The Philippines' submission 10 concerns "Philippine traditional fishing right" denied by China in the territorial water of Huangyan Island. No dispute can possibly be reflected here. To establish a dispute, there must be actual opposing positions from two parties. 

Hence, the Tribunal is requested to confirm "the Philippines' traditional fishing rights in that water," with an unreal claim. Actually, the Philippines is claiming territorial sovereignty over Huangyan Island and its territorial water, while denying China's competitive territorial claim. How can the Philippines possibly acknowledge China's sovereignty as the premise for its traditional fishing right? 

Winning this case or not, the Philippines will not stop claiming territorial sovereignty over Huangyan Island and its adjacent waters, as this Tribunal is powerless to settle territorial disputes. The Philippines will not even need the "traditional fishing right" to justify its fishermen's activities in the said water afterwards.

Paragraph 153 of the award says that "the Tribunal might consider that the Philippines' submissions could be understood to relate sovereignty if it were convinced that … (b) the actual objective of the Philippines' claims was to advance its position in the Parties' dispute over sovereignty." Indeed, these submissions relate to the Sino-Philippine sovereignty dispute. China's law enforcement vessels are intervening in harvesting activities of Philippine fishermen, law enforcement activities by the Philippine's government vessels against China's fishing boats and the navigation of Phillipine law enforcement vessels in order to display, defend and advance China's territorial sovereignty over Huangyan Island and its territorial waters and to deny the Phillipines' competitive claims there.
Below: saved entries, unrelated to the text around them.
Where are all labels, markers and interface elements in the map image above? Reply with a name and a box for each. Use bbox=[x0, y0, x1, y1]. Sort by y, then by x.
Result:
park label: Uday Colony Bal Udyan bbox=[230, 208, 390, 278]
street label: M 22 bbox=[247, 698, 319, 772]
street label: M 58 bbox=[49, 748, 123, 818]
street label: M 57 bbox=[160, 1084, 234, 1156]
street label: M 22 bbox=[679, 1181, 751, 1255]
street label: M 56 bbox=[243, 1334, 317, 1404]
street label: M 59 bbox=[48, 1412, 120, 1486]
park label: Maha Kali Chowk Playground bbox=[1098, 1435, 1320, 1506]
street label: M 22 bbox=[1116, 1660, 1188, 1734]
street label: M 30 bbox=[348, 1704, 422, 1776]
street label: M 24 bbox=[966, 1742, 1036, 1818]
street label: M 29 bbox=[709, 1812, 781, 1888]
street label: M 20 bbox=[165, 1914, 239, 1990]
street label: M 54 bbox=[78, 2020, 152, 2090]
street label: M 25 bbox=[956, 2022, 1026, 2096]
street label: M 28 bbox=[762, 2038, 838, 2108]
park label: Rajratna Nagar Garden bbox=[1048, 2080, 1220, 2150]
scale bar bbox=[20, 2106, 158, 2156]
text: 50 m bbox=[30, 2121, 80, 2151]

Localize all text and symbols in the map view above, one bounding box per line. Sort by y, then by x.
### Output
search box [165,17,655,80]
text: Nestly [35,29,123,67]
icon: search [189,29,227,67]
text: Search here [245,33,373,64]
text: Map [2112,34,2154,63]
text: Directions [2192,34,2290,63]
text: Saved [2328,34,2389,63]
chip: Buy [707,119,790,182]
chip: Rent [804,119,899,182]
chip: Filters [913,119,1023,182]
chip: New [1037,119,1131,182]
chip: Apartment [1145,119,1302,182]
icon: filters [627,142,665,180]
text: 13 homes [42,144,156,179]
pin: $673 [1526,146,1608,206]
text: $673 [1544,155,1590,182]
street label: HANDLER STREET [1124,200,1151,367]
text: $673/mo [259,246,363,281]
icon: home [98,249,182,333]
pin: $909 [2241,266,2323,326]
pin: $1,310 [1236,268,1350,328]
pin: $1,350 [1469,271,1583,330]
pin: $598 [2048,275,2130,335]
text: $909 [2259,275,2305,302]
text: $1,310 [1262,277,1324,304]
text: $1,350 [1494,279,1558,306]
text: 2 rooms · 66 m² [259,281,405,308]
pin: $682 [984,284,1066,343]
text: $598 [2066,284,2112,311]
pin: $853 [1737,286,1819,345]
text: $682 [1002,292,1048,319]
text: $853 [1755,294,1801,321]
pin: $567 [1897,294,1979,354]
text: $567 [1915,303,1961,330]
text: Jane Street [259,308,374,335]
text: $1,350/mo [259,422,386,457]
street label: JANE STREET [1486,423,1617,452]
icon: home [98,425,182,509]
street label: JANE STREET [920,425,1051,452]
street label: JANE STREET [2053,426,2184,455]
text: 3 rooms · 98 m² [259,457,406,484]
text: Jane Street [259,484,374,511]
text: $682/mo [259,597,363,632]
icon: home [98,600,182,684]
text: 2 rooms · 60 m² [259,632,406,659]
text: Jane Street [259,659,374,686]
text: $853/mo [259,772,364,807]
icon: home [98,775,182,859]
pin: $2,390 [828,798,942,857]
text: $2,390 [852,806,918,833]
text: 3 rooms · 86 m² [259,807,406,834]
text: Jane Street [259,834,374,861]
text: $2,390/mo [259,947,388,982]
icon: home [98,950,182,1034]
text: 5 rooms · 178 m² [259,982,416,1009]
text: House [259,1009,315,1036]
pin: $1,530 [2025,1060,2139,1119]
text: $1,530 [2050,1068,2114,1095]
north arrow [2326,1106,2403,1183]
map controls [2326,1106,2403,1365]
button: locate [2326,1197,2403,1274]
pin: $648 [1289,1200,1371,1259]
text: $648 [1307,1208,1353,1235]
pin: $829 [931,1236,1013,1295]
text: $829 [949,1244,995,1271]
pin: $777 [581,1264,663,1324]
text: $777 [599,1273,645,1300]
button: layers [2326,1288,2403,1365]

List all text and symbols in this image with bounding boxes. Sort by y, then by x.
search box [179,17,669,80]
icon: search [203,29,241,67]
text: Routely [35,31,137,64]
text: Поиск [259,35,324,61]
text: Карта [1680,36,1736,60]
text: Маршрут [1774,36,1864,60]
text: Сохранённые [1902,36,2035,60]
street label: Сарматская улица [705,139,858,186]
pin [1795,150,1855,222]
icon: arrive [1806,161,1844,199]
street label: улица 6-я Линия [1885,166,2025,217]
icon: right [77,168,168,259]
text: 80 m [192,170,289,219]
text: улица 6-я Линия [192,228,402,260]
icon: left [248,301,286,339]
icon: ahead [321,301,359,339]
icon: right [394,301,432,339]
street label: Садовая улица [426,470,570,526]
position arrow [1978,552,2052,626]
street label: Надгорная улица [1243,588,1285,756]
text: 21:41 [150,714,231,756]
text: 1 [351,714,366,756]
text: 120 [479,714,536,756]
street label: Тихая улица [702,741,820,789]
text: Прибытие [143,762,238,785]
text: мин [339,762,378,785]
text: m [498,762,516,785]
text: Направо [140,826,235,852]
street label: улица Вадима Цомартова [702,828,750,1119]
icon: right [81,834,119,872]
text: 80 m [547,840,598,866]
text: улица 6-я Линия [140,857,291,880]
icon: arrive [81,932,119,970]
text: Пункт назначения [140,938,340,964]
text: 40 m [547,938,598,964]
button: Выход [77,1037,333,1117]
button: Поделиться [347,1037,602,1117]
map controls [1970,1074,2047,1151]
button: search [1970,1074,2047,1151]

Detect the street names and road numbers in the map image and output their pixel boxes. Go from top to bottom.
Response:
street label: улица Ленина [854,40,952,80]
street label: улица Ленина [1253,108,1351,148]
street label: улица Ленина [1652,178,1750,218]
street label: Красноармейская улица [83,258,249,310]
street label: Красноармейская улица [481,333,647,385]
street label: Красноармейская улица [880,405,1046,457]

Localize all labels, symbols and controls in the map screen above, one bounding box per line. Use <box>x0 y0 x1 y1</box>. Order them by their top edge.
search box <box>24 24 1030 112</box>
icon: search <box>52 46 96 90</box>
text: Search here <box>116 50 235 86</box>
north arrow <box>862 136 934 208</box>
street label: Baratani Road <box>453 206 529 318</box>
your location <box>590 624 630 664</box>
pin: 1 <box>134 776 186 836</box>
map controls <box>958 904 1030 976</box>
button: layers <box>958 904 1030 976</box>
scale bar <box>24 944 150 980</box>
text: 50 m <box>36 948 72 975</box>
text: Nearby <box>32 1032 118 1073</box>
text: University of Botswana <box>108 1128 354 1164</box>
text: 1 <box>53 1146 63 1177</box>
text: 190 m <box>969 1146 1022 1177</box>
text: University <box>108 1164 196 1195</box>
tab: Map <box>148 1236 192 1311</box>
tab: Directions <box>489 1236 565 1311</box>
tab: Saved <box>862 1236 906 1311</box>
The Philippines has presented these three submissions to the Tribunal to deny China's territorial claims there. 

Huangyan Island is an inherent part of China's territory, over which there is no dispute. However, in order to break up the Philippines' smug calculations, I will do some jurisprudential analyses as follows: 

For the dispute concerning "the Philippines' traditional fishing rights," China considers Philippines' fishing vessels to only enjoy innocent passage without any fishing rights. The Philippines insists that the water as its territorial sea where its fishing vessels enjoy fishing rights, leaving China's law enforcement vessels innocent passage, with no right to intervene in the Philippines' fishing activities. The dispute becomes "who is the real coastal State," a territorial dispute.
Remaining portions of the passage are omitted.